For a century now, Pitt students have skipped class, deprived themselves of sleep and hustled to… For a century now, Pitt students have skipped class, deprived themselves of sleep and hustled to make deadlines so they could provide you with the University’s news.

The Pitt News marked the 100th anniversary of its debut issue yesterday and will hold a formal celebration during homecoming weekend next month.

The paper premiered as The Pitt Weekly on Sept. 26, 1910. News that day included a note suggesting freshmen “learn the football yells as soon as possible” and advising students that the Engineering and Mines building had been renamed Thaw Hall and State Hall, a change that “is much more dignified and is a fitting compliment to a staunch admirer of the University.”

The paper produced an issue once a week until Sept. 20, 1932, when students woke up to a newspaper called The Pitt ?????. Twice-weekly publication began that year, but the staff didn’t know what to call the paper.  So they held a contest in which students competed to name it.

“The Board has named, named and renamed, but to no avail … a name significant of the semi-weekly has failed to appear out of the maze of suggested titles and names,” the staff wrote when it announced the contest.

Graduate student Milton C. Krochmal won $10, the equivalent of about $160 today, when he submitted the winning name: The Pitt News.

The paper gradually began producing issues more frequently and went daily in 1997, when it began producing the Impulse weekly entertainment magazine on Fridays. Impulse won the highest award in the prestigious Associated Collegiate Press’s Pacemaker competition.
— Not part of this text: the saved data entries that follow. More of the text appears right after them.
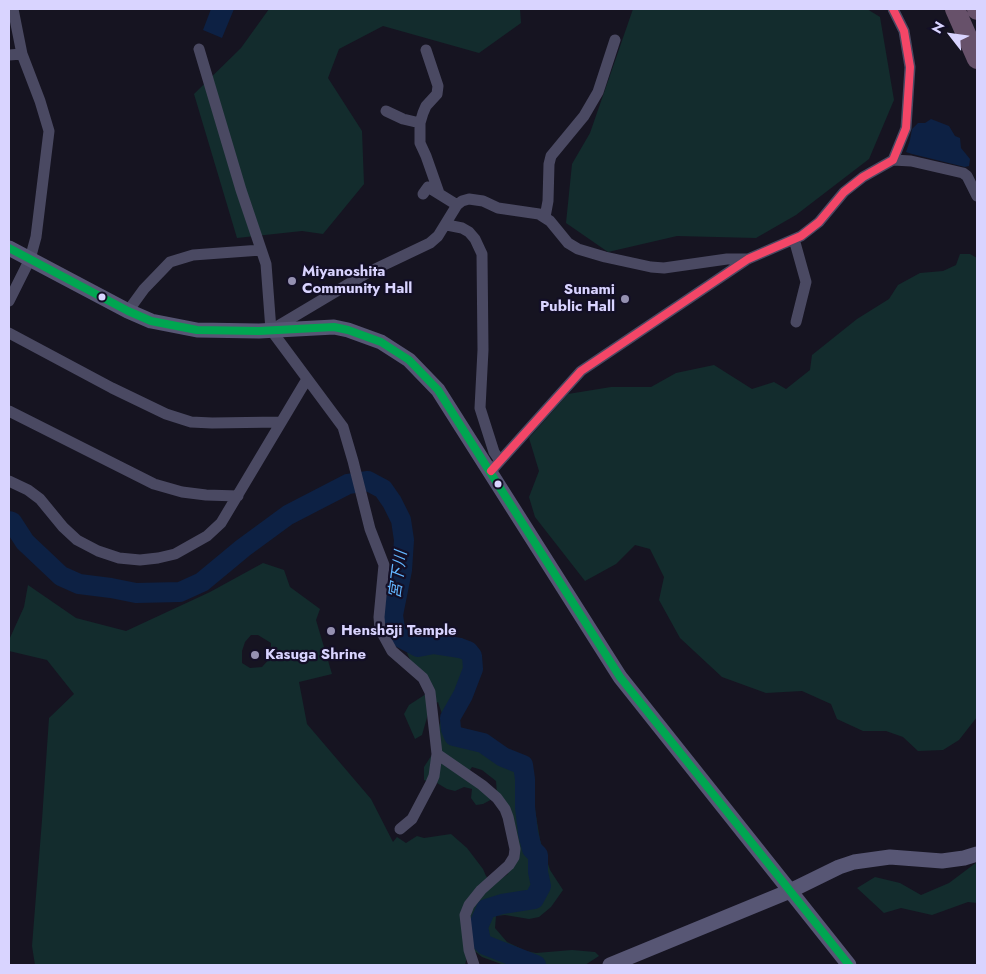 <!DOCTYPE html>
<html>
<head>
<meta charset="utf-8">
<style>
  body { margin:0 }
  #map { position:relative; width:986px; height:974px; overflow:hidden; background:#161421; font-family:Jost,sans-serif }
  canvas { display:block }
  .frame { position:absolute; inset:0; border:10px solid #d9d4ff; pointer-events:none }
  .north { position:absolute; left:926px; top:10px; width:50px; height:50px; -webkit-text-stroke:4px #130f26; paint-order:stroke; rotate:300deg; font-size:14px; font-weight:700; line-height:20px; text-align:center; color:#d9d4ff }
  .north::after { content:''; display:block; margin:auto; width:18px; height:22px; background:#d9d4ff; clip-path:polygon(50% 0,100% 100%,50% 72%,0 100%) }
</style>
</head>
<body>
<div id="map">
<canvas width="986" height="974"></canvas>
<div class="frame"></div>
<div class="north">N</div>
</div>
<script>
const c = document.querySelector('canvas').getContext('2d');
c.lineJoin = 'round';
function paint(path, color) {
  c.fillStyle = color;
  c.fill(path, 'evenodd');
}
function shape(rows) {
  const path = new Path2D();
  for (const r of rows) {
    path.moveTo(r[0], r[1]);
    for (let i = 2; i < r.length; i += 2) path.lineTo(r[i], r[i + 1]);
  }
  return path;
}
function trace(path, color, width, dash) {
  c.strokeStyle = color;
  c.lineWidth = width;
  c.lineCap = dash ? 'butt' : 'round';
  c.setLineDash(dash || []);
  c.stroke(path);
}
function write(font, color, halo, rows, align = 'center') {
  c.font = font + ' Jost,"Noto Sans JP",sans-serif';
  c.lineWidth = 4.5;
  c.setLineDash([]);
  c.textBaseline = 'middle';
  c.strokeStyle = halo;
  c.fillStyle = color;
  for (const [text, x, y, turn = 0] of rows) {
    c.save();
    c.translate(x, y);
    c.rotate((+turn || 0) * Math.PI / 180);
    c.textAlign = isNaN(turn) ? turn : align;
    if (halo) c.strokeText(text, 0, 0);
    c.fillText(text, 0, 0);
    c.restore();
  }
}
const green = shape([
  [269,9,520,9,521,23,479,53,383,26,339,49,328,78,362,131,364,184,323,234,302,231,237,238,194,94,241,48],
  [633,9,867,9,880,17,894,100,869,159,796,215,756,238,677,236,608,252,566,223,572,164,590,133],
  [960,254,970,254,977,258,977,717,959,740,943,750,918,751,903,737,886,731,863,731,837,719,831,704,802,691,766,693,722,677,680,638,659,600,664,577,650,549,635,545,616,564,585,581,535,517,529,497,539,471,529,438,568,394,611,387,651,387,676,373,714,365,752,389,774,382,786,389,810,370,812,355,857,319,889,299,898,285,920,273,943,271,956,265],
  [263,563,284,570,290,587,320,609,316,620,332,674,299,682,307,724,371,799,393,842,397,837,406,843,417,836,424,838,451,834,467,848,483,869,486,876,493,884,508,874,513,838,494,798,483,804,476,805,471,798,472,789,464,787,455,791,447,789,437,783,431,783,424,780,424,767,433,753,442,714,438,702,430,707,422,735,415,739,404,714,409,705,426,694,407,653,412,643,438,635,464,644,473,655,475,679,459,715,458,724,463,730,486,739,511,753,520,761,527,775,533,797,540,840,550,870,563,890,551,907,539,917,529,919,505,915,496,916,495,928,507,942,526,951,536,953,572,950,595,952,599,956,585,965,504,965,482,957,476,952,467,957,465,965,35,965,32,946,42,820,49,718,74,694,47,660,9,651,9,640,24,607,28,585,76,618,126,631,210,592],
  [251,635,258,635,271,643,271,657,262,667,250,668,242,663,242,651,245,642],
  [472,767,482,770,496,781,497,794,468,773],
  [977,862,977,903,968,902,932,915,901,908,884,913,857,888,875,877,900,883,921,895,949,883]
]);
const water = shape([
  [211,9,234,9,222,38,203,30],
  [931,119,949,126,955,136,960,138,961,148,970,159,969,166,965,167,912,154,906,152,910,140,912,129,918,123,925,123]
]);
const river = shape([
  [9,521,12,522,25,542,61,576,79,584,111,588,136,593,180,592,202,582,243,548,288,515,348,484,368,481,383,489,392,502,401,520,404,540,402,570,393,615,395,629,401,638,418,647,434,644,460,648,468,651,472,656,473,669,463,695,450,718,451,729,454,736,483,743,503,757,523,765,525,779,525,807,528,833,532,849,538,855,538,872,541,886,534,899,502,904,486,909,478,927,481,941,485,945,536,965]
]);
const street = shape([
  [199,49,241,190,266,264,271,330,343,427,353,461,370,529,384,565,379,617,380,629,392,651,423,678,430,692,437,754,434,776,431,783,412,819,400,829],
  [426,50,438,86,437,94,426,106,423,113,420,123,420,143,426,156,439,193],
  [9,55,22,54],
  [386,111,403,119,420,123],
  [893,160,911,161,963,173,967,176,977,196],
  [423,194,428,187,457,205],
  [545,217,548,201,549,164,551,156,584,116,598,92,615,40],
  [447,225,462,228,469,232,475,239,482,254,483,350,480,408,494,452,500,461],
  [794,239,806,282,796,322],
  [9,301,30,259,36,237,49,131,40,101,22,54,13,9],
  [128,311,144,289,170,262,193,255,261,250],
  [273,329,367,273,430,243,438,236,457,205,462,201,469,199,483,201,498,208,539,214,550,221,568,243,578,249,605,257,651,267,664,268,727,259,748,259],
  [9,333,112,388,166,414,191,422,212,423,280,422],
  [9,411,154,484,182,492,206,495,238,496],
  [491,471,581,371,748,259,801,236,819,222,844,192,863,177,893,160,906,128,910,67,904,31,893,9],
  [9,481,28,490,40,499,63,527,77,540,98,551,119,558,140,560,158,558,175,554,207,536,221,523,307,379],
  [437,754,482,785,497,798,505,809,508,817,515,849,514,857,509,865,481,890,469,905,465,915,469,950,474,965]
]);
const secondary = shape([
  [9,248,128,311,151,321,197,330,259,331,334,327,348,330,381,342,409,360,438,390,620,677,849,965],
  [610,965,790,891,839,867,854,862,890,857,942,861,964,858,977,854]
]);
const highway = shape([
  [955,9,977,59],
  [977,9,977,10]
]);
const bus1 = shape([
  [9,248,128,311,151,321,197,330,259,331,334,327,348,330,381,342,409,360,438,390,620,677,849,965]
]);
const bus2 = shape([
  [491,471,581,371,748,259,801,236,819,222,844,192,863,177,893,160,906,128,910,67,904,31,893,9]
]);
const markers = [
  [292,281,5,"#9591b1"],
  [102,297,4.5,"#d9d4ff"],
  [625,299,5,"#9591b1"],
  [498,484,4.5,"#d9d4ff"],
  [331,631,5,"#9591b1"],
  [255,655,5,"#9591b1"]
];
const poiNames = [
  ["Miyanoshita",302,272],
  ["Community Hall",302,289],
  ["Sunami",615,290,"right"],
  ["Public Hall",615,307,"right"],
  ["Henshōji Temple",341,631],
  ["Kasuga Shrine",265,655]
];
const waterNames = [
  ["宮下川",399,575,-82]
];
paint(green, '#132c2d');
paint(water, '#0d2144');
trace(river, '#0d2144', 20);
trace(street, '#4a4962', 11);
trace(secondary, '#575674', 15);
trace(highway, '#67516a', 20);
trace(bus1, '#00a651', 8);
trace(bus2, '#f34667', 8);
for (const [x, y, r, color] of markers) {
  const dot = new Path2D();
  dot.arc(x, y, r, 0, 2 * Math.PI);
  c.fillStyle = color;
  c.fill(dot);
  trace(dot, '#130f26', 2);
}
write('bold 15px', '#d9d4ff', '#130f26', poiNames, 'left');
write('italic 16px', '#62b6ff', '#130f26', waterNames);
</script>
</body>
</html>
In November 1999, it dropped the magazine and began producing a more traditional Friday issue in an effort to produce “in-depth news, exciting sports and provocative opinions five days a week.”

Around the same time, The Pitt News began a five-year legal battle that would eventually win the paper back its right to publish ads for alcohol, which the paper had done for many years before a 1996 state law banned it. The paper argued that a state ban on alcohol advertisements in college publications violated its First Amendment rights.

“The issue was whether the government can make it a crime to publish information,” Vic Walczak, an American Civil Liberties Union attorney representing the paper, said at the time.

The Pitt News set a precedent again last year when it used the social media site Twitter to break news about the G-20 Summit, outpacing professional papers such as the Post-Gazette and Tribune-Review.

Allegheny County Council recognized The Pitt News at a meeting earlier this month, saying that it filled a niche by providing an independent voice for students.

A centennial edition recounting more Pitt News history will hit stands Oct. 29.

Alumni are invited to stop by an open house in our office, 434 William Pitt Union, between 9 a.m. and 5 p.m. Oct. 29. The Pitt Alumni Association’s Homecoming Welcome Back Reception, held in the Cathedral of Learning from 6 to 8:30 p.m. that night, will have a Pitt News theme, and copies of old issues will be on display throughout the Nationality Rooms.

Two days later, on Oct. 31, former Editor-in-Chief Scott MacLeod will speak at a brunch for current and former Pitt News staff members from 10 a.m. to 1 p.m. MacLeod, a correspondent for Time Magazine, currently works in Cairo.